■ Work instructions ■
Look through the data below. Pick out the lines holding the string "they".

*** Opening Stored data ***

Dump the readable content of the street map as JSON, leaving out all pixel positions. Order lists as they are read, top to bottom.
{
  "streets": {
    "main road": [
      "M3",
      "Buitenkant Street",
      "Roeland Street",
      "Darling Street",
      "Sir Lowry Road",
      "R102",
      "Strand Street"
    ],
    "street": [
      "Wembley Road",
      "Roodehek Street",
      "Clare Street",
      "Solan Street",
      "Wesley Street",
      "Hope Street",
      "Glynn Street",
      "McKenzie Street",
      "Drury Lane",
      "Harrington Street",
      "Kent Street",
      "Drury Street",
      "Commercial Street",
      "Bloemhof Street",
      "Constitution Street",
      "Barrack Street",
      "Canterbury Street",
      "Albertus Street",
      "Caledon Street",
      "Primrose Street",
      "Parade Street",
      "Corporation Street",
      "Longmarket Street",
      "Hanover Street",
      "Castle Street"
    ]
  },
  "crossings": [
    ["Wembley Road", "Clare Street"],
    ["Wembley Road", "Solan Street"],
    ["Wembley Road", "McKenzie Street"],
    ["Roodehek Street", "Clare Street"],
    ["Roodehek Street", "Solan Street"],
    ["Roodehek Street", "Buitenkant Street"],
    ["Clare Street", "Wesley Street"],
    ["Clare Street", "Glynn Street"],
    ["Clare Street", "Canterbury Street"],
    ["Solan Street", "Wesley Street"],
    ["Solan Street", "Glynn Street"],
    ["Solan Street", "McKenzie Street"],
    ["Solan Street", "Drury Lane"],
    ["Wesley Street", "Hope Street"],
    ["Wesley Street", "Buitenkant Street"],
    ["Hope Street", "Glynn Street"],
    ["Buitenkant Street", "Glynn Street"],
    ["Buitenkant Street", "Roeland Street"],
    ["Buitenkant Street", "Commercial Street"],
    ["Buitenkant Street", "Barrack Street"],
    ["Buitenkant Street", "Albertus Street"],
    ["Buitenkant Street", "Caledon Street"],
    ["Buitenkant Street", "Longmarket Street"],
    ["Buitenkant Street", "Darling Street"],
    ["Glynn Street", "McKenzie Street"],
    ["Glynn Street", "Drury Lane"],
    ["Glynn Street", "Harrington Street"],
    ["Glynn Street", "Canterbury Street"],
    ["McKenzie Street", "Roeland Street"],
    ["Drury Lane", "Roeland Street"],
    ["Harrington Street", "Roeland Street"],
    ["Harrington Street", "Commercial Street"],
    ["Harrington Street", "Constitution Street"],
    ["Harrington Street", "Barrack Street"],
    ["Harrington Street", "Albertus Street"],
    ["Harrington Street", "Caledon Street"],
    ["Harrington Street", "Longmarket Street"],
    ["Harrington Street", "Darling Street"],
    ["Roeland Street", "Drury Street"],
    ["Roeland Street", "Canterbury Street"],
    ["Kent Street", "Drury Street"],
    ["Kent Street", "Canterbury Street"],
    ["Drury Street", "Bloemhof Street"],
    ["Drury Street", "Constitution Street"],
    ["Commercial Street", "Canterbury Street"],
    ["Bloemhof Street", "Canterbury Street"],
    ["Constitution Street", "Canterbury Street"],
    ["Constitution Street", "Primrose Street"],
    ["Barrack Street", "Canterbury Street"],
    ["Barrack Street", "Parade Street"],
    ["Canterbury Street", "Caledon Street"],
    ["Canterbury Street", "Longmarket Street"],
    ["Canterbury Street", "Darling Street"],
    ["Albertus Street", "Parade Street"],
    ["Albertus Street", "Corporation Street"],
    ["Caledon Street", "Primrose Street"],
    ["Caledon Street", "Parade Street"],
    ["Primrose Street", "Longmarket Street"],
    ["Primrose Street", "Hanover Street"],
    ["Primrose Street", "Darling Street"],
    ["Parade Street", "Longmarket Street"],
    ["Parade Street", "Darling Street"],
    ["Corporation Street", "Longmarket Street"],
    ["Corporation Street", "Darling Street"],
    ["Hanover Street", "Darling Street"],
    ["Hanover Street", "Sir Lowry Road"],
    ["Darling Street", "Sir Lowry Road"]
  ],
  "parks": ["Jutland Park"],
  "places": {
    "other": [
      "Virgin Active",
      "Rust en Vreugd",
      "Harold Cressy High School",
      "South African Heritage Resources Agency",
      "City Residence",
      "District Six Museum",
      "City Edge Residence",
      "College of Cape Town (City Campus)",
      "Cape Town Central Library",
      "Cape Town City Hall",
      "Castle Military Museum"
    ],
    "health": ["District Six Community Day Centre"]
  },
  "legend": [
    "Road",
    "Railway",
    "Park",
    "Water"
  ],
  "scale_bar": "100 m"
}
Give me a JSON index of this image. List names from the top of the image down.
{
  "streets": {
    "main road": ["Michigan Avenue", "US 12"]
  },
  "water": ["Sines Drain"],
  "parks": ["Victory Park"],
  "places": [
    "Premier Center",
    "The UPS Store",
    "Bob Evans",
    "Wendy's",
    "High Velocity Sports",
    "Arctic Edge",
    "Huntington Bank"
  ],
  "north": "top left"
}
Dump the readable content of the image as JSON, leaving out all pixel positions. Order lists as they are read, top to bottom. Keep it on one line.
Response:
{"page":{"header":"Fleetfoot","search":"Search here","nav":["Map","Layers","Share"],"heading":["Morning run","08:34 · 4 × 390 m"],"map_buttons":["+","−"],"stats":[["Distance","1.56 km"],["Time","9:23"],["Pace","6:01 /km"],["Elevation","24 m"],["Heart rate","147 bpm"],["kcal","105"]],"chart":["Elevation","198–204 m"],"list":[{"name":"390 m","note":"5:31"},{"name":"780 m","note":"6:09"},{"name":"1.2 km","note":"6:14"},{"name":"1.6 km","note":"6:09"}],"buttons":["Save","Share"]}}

*** Closing Stored data ***

■ Response box ■
Dump the readable content of the street map as JSON, leaving out all pixel positions. Order lists as they are read, top to bottom.
Dump the readable content of the image as JSON, leaving out all pixel positions. Order lists as they are read, top to bottom. Keep it on one line.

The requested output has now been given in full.